1) No crashes with 6.8.7. 6.8.8. 6.8.9 vanilla. Same Hardware, Same VM/qcow2 files. (Debian 12 with libvirtd)
2) I wrote about 6.8.x scheduler issues in one of my first posts. Linus himelf reverted a patch:
https://www.phoronix.com/news/Linux-6.8-Sched-Regression. I didn't follow the "full path" about this individual "story" in the Kernel - but you can be right about this. Which is academic, as new kernels fixes the issue.
Hi
@Der Harry ,
I have started a similar thread
https://forum.proxmox.com/threads/kernel-6-8-4-2-causes-random-server-freezing.146327
My 12 servers are "freezing", no logs, no segfault, no memory leak, no amdgpu, no iommu issue, etc.
Yes we have Ceph and some NVMe drives for Ceph OSD. This is the only thing in common with others with similar issues.
And i have a couple of LXC containers.
I'm now happy running a pinned kernel 6.5 - but this can not work forever...
I need to know what is causing the problem and when there will be an updated kernel (maybe also other stuff) from the Proxmox team.
I have spend one week of my time going through Vanilla kernel commits, Ubuntu patches and the PVE kernel.

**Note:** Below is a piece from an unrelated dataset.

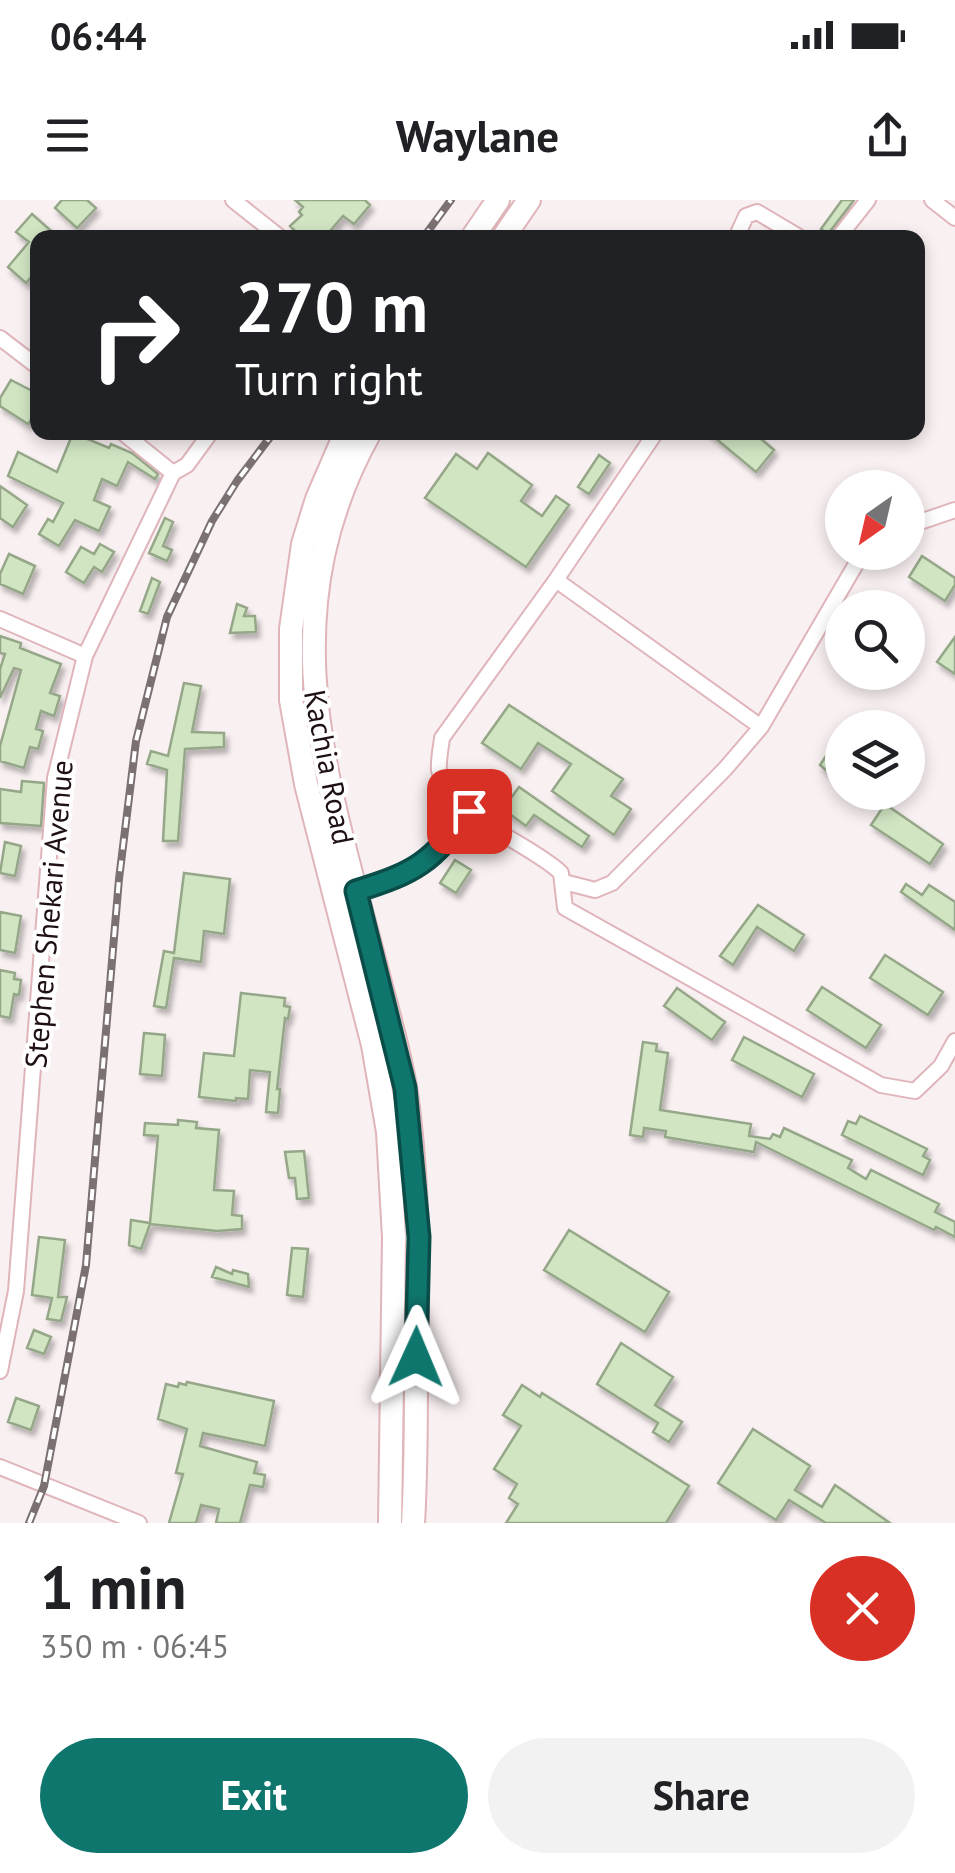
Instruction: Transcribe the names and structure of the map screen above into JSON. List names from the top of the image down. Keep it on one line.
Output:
{"streets":{"main road":["Kachia Road"],"street":["Stephen Shekari Avenue"]},"north":"bottom left","page":{"status":"06:44","header":"Waylane","turn":["270 m","Turn right"],"heading":["1 min","350 m · 06:45"],"buttons":["Exit","Share"]}}
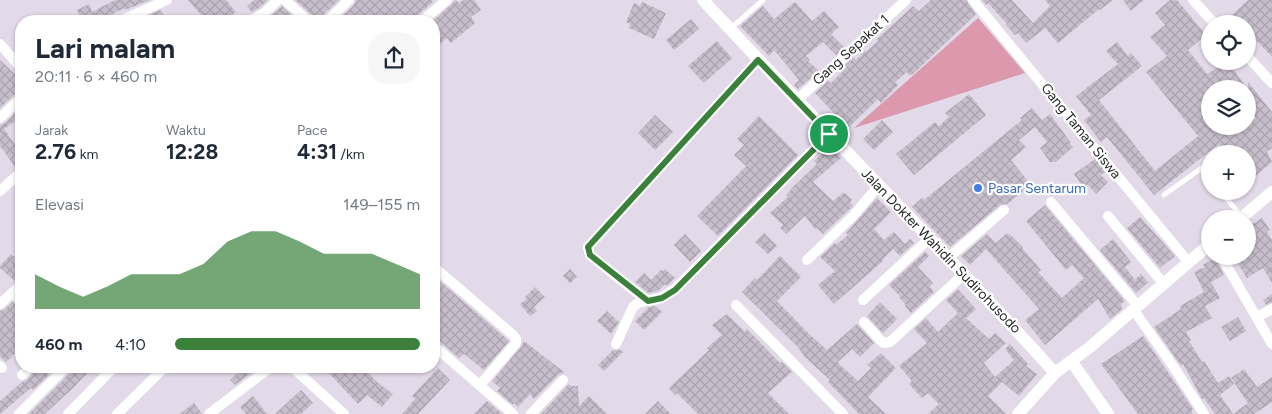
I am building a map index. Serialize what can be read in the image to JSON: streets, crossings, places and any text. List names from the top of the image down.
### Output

I saw a lot of work done in ceph area of the kernel in 6.8 rc and later, but maybe it's not Ceph related. I have also tried to focus on AMD EPYC.
Because of lack of time I didn't find the exact commit/patch which causes the regression (You have to wait cca 6h-24h to let the sh1t happen).
(A week before I have hunted the problem to BIOS, kernel parameters, VM and Ceph config - and HW issues...
without any success, only pinning the kernel to a lower version helped)
And i can afford only one server in the cluster to be "infected" with the 6.8 kernel
1. Did we experience the same problem?
2. Do you have any knowledge what is causing the problem?
3. Or you can find out if there is a fixed pve 6.8 kernel released?
4. I can offer my time and one server for testing different kernels.
PS: You can write personal messages in German.